Go through the entries below and work out how many lines include "their". Answer with the number only.

[Start of section]

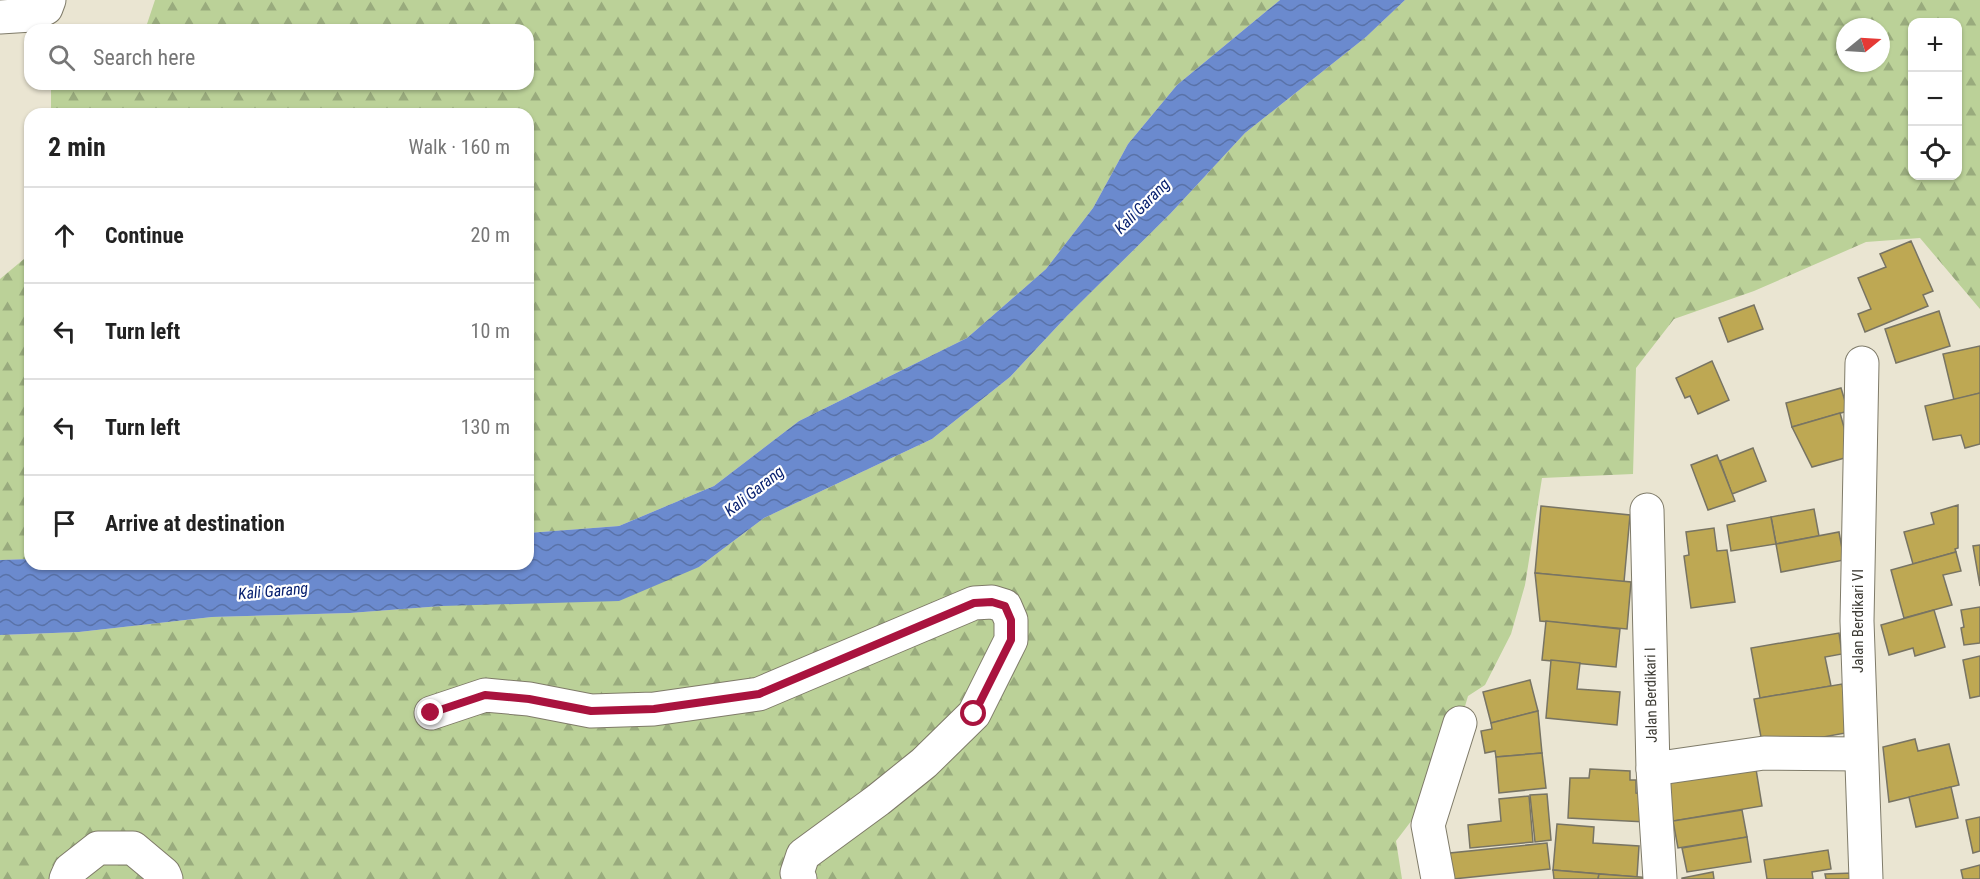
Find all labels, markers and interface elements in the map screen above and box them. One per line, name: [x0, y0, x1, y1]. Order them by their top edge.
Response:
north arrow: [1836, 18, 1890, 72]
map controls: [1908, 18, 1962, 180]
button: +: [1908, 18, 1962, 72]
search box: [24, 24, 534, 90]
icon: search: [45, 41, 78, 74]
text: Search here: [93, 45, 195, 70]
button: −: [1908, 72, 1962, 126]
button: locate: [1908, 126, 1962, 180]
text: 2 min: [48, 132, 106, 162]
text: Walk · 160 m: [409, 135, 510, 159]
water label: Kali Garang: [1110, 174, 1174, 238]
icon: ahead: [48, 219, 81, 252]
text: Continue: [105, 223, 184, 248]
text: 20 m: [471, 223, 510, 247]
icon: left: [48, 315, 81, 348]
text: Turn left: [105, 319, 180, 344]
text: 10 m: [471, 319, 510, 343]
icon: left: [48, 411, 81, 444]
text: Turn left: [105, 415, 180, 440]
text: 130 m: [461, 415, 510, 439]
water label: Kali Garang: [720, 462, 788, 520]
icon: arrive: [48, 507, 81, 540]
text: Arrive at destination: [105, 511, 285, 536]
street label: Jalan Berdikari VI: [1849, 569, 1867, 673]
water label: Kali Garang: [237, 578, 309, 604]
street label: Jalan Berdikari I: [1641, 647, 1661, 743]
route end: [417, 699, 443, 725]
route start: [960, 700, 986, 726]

[End of section]
[Start of section]

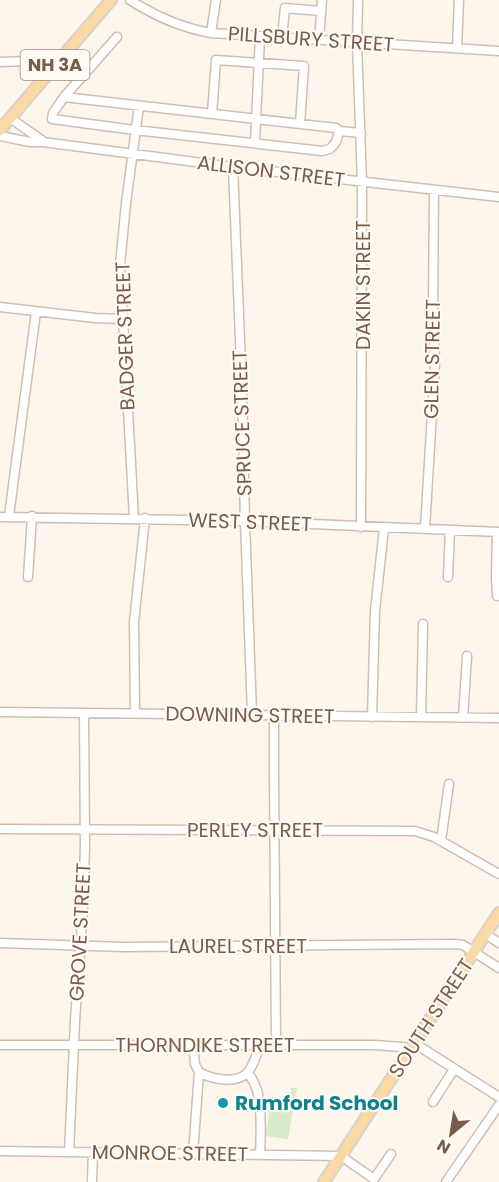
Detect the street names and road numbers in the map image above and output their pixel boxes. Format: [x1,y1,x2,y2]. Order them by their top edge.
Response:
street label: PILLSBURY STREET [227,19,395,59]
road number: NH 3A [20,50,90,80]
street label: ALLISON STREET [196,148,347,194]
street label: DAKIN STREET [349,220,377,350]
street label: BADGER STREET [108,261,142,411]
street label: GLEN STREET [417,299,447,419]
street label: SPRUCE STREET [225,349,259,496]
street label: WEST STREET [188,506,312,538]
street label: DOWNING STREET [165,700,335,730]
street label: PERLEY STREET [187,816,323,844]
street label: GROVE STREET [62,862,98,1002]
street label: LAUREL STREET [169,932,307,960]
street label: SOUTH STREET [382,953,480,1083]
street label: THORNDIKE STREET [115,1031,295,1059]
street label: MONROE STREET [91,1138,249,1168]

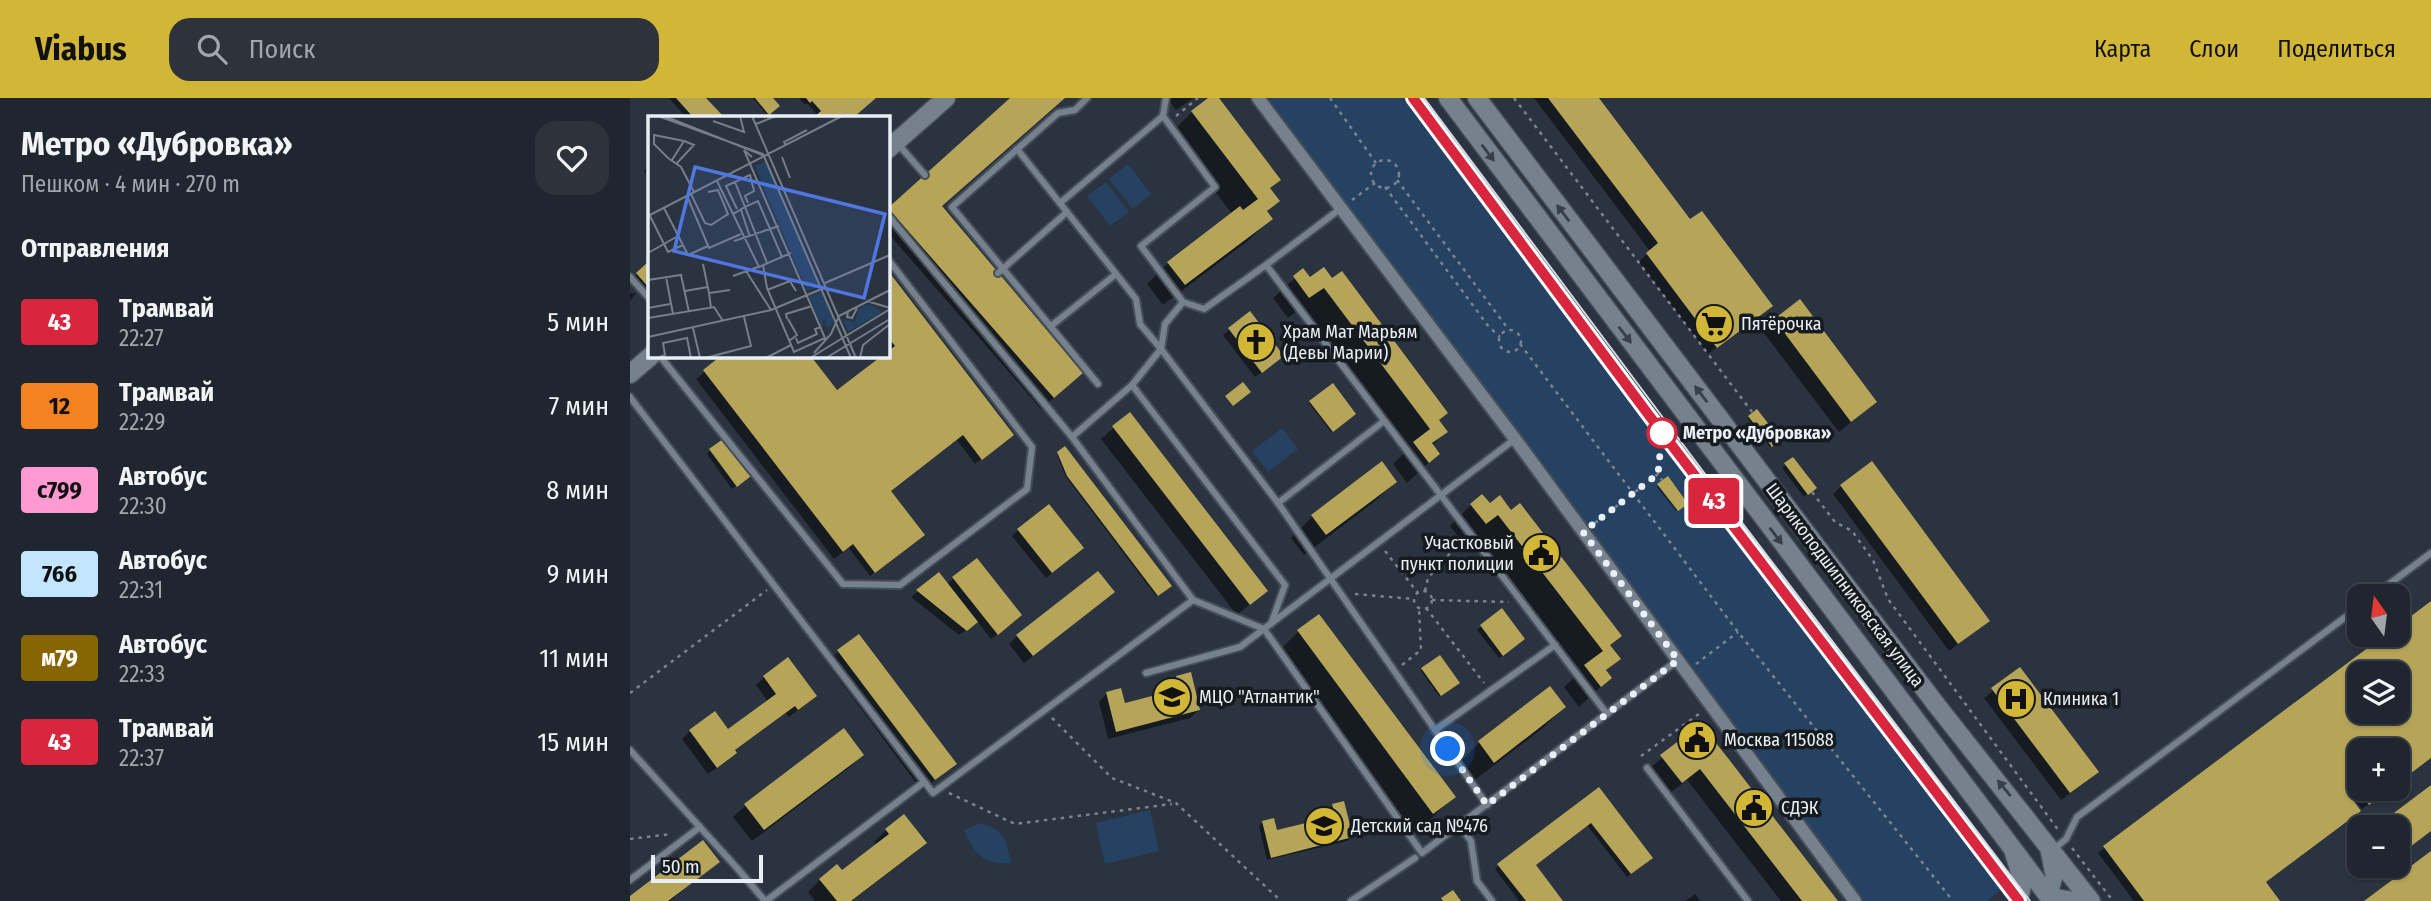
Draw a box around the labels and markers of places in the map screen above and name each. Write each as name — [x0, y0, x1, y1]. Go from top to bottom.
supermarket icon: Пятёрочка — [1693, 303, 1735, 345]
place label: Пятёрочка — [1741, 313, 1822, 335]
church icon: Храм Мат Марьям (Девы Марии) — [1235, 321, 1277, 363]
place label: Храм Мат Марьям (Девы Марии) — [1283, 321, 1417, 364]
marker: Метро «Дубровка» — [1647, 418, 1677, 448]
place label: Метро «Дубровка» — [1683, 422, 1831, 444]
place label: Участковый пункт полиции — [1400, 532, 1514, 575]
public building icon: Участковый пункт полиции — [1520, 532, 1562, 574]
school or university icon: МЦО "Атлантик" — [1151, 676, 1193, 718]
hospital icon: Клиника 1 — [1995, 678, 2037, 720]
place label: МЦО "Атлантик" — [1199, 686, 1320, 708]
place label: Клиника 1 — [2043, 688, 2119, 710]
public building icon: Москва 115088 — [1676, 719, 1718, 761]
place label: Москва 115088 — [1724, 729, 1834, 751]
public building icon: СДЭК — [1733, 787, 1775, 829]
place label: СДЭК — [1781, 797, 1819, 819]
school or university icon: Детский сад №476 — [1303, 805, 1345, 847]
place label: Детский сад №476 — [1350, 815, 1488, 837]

[End of section]

Solution for this task:
2